→ Your assignment
Leaving the pictures aside, transcribe the data below exactly.

### Provided data ###

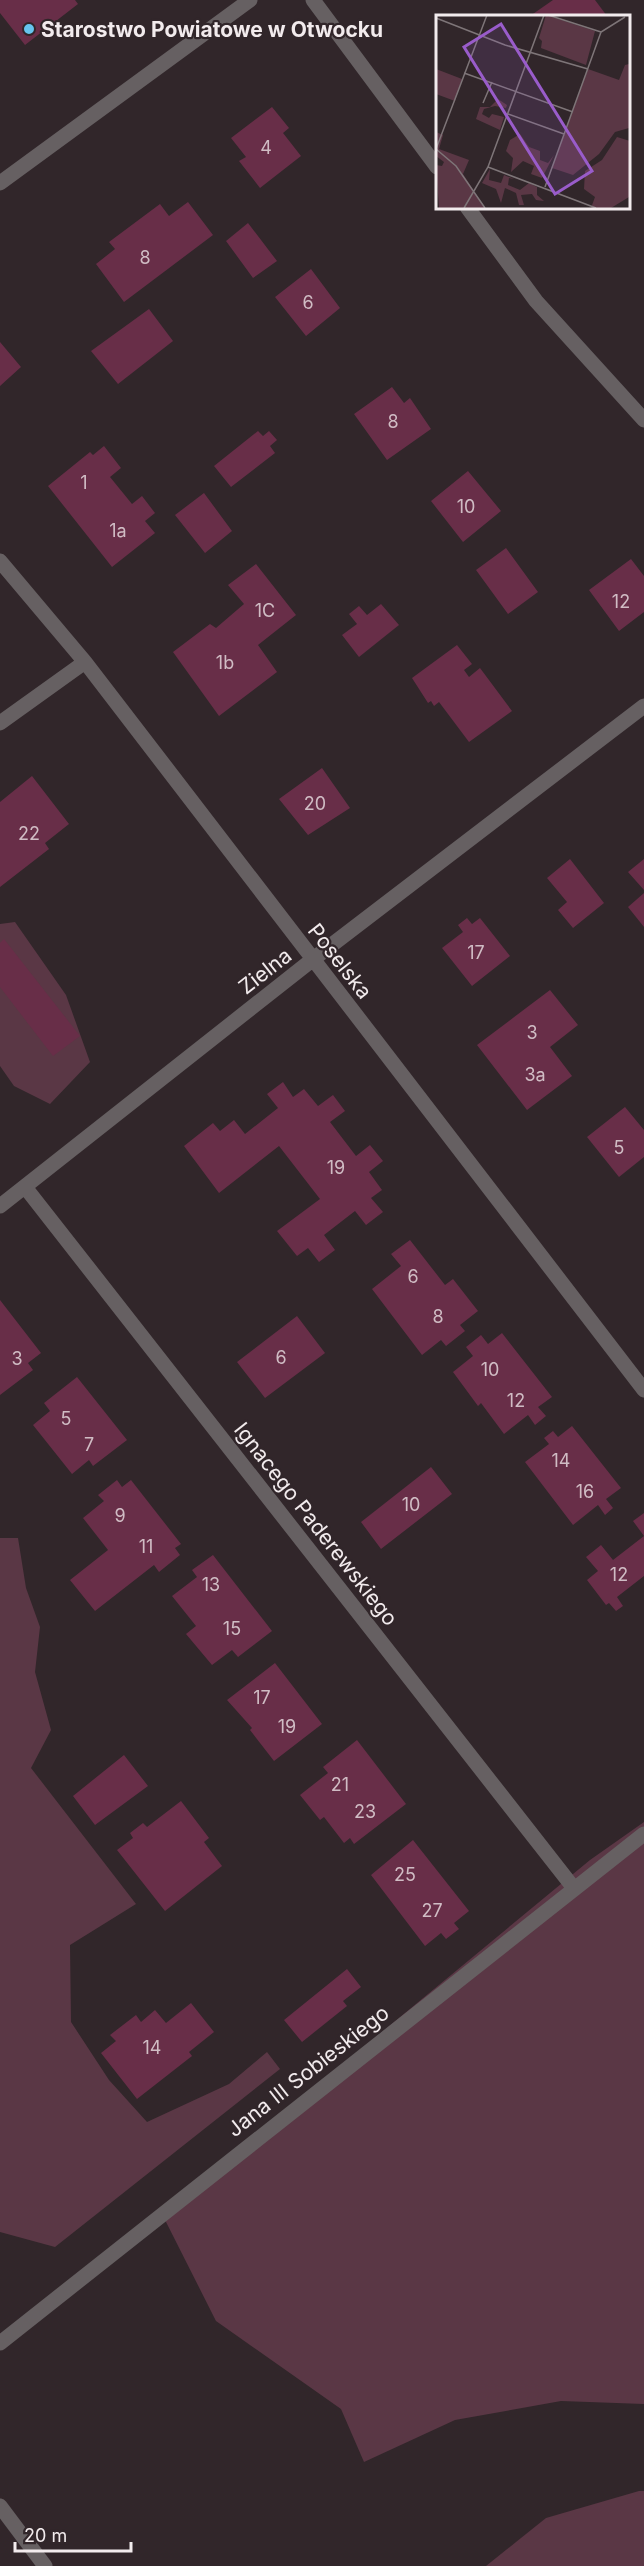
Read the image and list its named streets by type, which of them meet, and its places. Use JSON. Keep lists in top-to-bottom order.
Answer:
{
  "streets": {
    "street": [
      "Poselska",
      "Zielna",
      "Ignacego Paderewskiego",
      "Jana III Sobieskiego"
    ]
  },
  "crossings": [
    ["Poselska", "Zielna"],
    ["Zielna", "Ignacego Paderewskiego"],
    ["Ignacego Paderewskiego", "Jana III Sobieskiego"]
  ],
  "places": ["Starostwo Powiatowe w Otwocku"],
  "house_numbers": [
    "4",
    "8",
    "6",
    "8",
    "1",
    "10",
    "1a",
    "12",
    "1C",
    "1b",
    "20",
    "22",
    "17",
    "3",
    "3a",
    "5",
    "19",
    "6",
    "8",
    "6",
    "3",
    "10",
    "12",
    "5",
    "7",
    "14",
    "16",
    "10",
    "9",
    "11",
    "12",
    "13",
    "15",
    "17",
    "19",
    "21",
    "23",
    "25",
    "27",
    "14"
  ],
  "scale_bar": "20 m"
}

###

→ Problem solution
Read the image and list its named streets by type, which of them meet, and its places. Use JSON. Keep lists in top-to-bottom order.
Answer:
{
  "streets": {
    "street": [
      "Poselska",
      "Zielna",
      "Ignacego Paderewskiego",
      "Jana III Sobieskiego"
    ]
  },
  "crossings": [
    ["Poselska", "Zielna"],
    ["Zielna", "Ignacego Paderewskiego"],
    ["Ignacego Paderewskiego", "Jana III Sobieskiego"]
  ],
  "places": ["Starostwo Powiatowe w Otwocku"],
  "house_numbers": [
    "4",
    "8",
    "6",
    "8",
    "1",
    "10",
    "1a",
    "12",
    "1C",
    "1b",
    "20",
    "22",
    "17",
    "3",
    "3a",
    "5",
    "19",
    "6",
    "8",
    "6",
    "3",
    "10",
    "12",
    "5",
    "7",
    "14",
    "16",
    "10",
    "9",
    "11",
    "12",
    "13",
    "15",
    "17",
    "19",
    "21",
    "23",
    "25",
    "27",
    "14"
  ],
  "scale_bar": "20 m"
}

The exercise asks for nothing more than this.